Examination of Witnesses (Questions 380
- 399)
WEDNESDAY 30 JANUARY 2002
PROFESSOR SIR
MICHAEL RAWLINS,
MR ANDREW
DILLON AND
PROFESSOR DAVID
BARNETT
Dr Naysmith
380. I want to pick up on something that Sir
Michael said a moment ago. You said there were instances of successful
appraisal before licensing or very early on in licensing.
(Professor Sir Michael Rawlins) Yes.
381. The pharmaceutical firms told us that this
was very difficult and not easy to achieve. I wonder why you think
they said that? This Committee wants to make positive recommendations
because I like NICE, unlike one of my colleagues, and I want NICE
to function better than it does now. How can we try and make sure
that that does work?
(Professor Sir Michael Rawlins) I am not quite sure
why originally the pharmaceutical industry did think it would
be impossible, but right from the very beginning, even before
there was a board of NICE or anything, they used to tell me that
it would be quite impossible to make a fair appraisal of new remedies.
I found it very difficult to understand it and I argued with them
in discussions about it. I think that their position is somewhat
changing from what it was two years ago because I think they are
realising that positive appraisals, where we are actively as it
were promoting cost effective, clinically effective new treatments,
are to their advantage. I suspect, to be honest with you, that
the pharmaceutical industry would rather that NICE had never been
started. I think it is another difficulty for them and I do understand
that. If I were in the industry I suppose I would think the same
sort of thing. However, I do think their position has shifted
over the last couple of years and they are no longer as adamant
as they were about the possibility of doing early appraisals and,
as I said, we have done them and they have worked.
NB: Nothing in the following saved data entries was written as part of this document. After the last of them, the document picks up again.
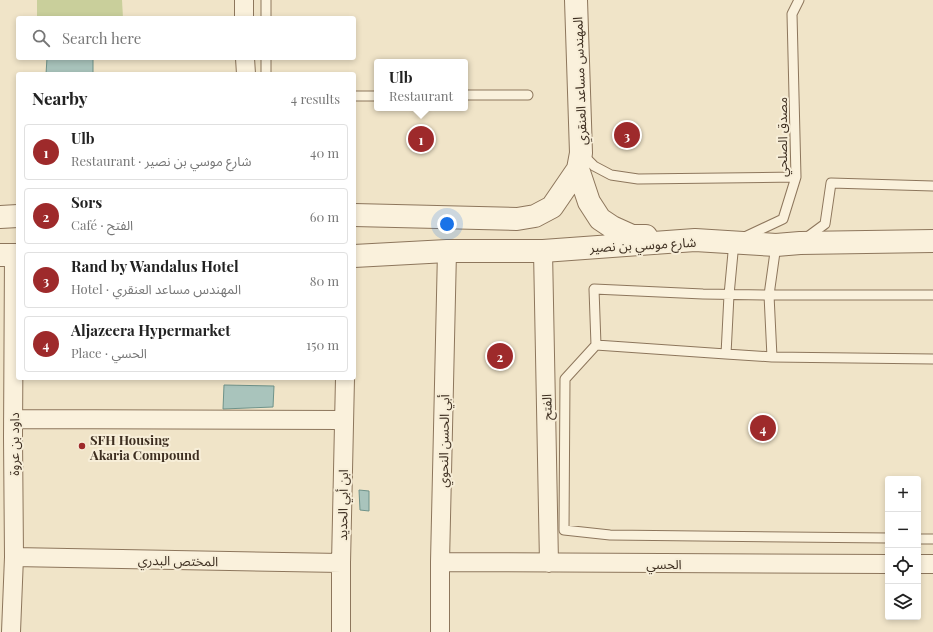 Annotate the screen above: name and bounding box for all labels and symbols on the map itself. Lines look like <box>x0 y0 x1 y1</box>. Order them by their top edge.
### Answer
street label: المهندس مساعد العنقري <box>568 16 593 145</box>
street label: مصدق الصلحي <box>773 97 793 177</box>
pin: 3 <box>614 120 640 150</box>
pin: 1 <box>408 124 434 154</box>
your location <box>437 214 457 234</box>
street label: شارع موسي بن نصير <box>588 233 697 258</box>
pin: 2 <box>487 341 513 371</box>
street label: أبي الحسن النحوي <box>434 394 455 488</box>
street label: الفتح <box>537 394 558 420</box>
street label: داود بن عروة <box>5 412 23 476</box>
pin: 4 <box>750 413 776 443</box>
place label: SFH Housing Akaria Compound <box>89 431 200 463</box>
marker: SFH Housing Akaria Compound <box>77 441 87 451</box>
street label: ابن أبي الحديد <box>333 469 354 541</box>
street label: المختص البدري <box>138 551 218 572</box>
street label: الحسي <box>646 555 682 575</box>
382. Presumably one thing they would have against
you would be that adverse indications at that stage could be the
kiss of death for a particular product.
(Professor Sir Michael Rawlins) That of course is
a possibility, yes.
Sandra Gidley
383. I have to pick up on a comment that was
made when you responded to David Amess, I am afraid, because I
cannot let this go. In fact, there was a change in answer. This
is to Professor Rawlins. You made a very robust statement that
you were tackling the postcode lottery and then that was almost
retracted later on and you admitted that in some ways NICE had
not tackled it. We had a submission from the ABPI which showed
the take-up for taxel and the use before and after the NICE appraisal.
There was not much of a shift. We all want it to work. We would
love there not to be a postcode lottery and we would love the
NICE recommendations to be taken up fully but life ain't like
that. Question one: what audit have you made of the effect you
have had on prescribing patterns? Has that work been done and
have the technologies been used? We all know that some of them
have been taken up, but maybe only for six patients in a health
authority. Then we had the recent announcement by the Secretary
of State which says "no ring-fenced money", and I would
like to ask if you think there should be ring-fenced money for
NICE guidance, but authorities now have a responsibility to accept
the NICE guidance and prescribers can prescribe those technologies.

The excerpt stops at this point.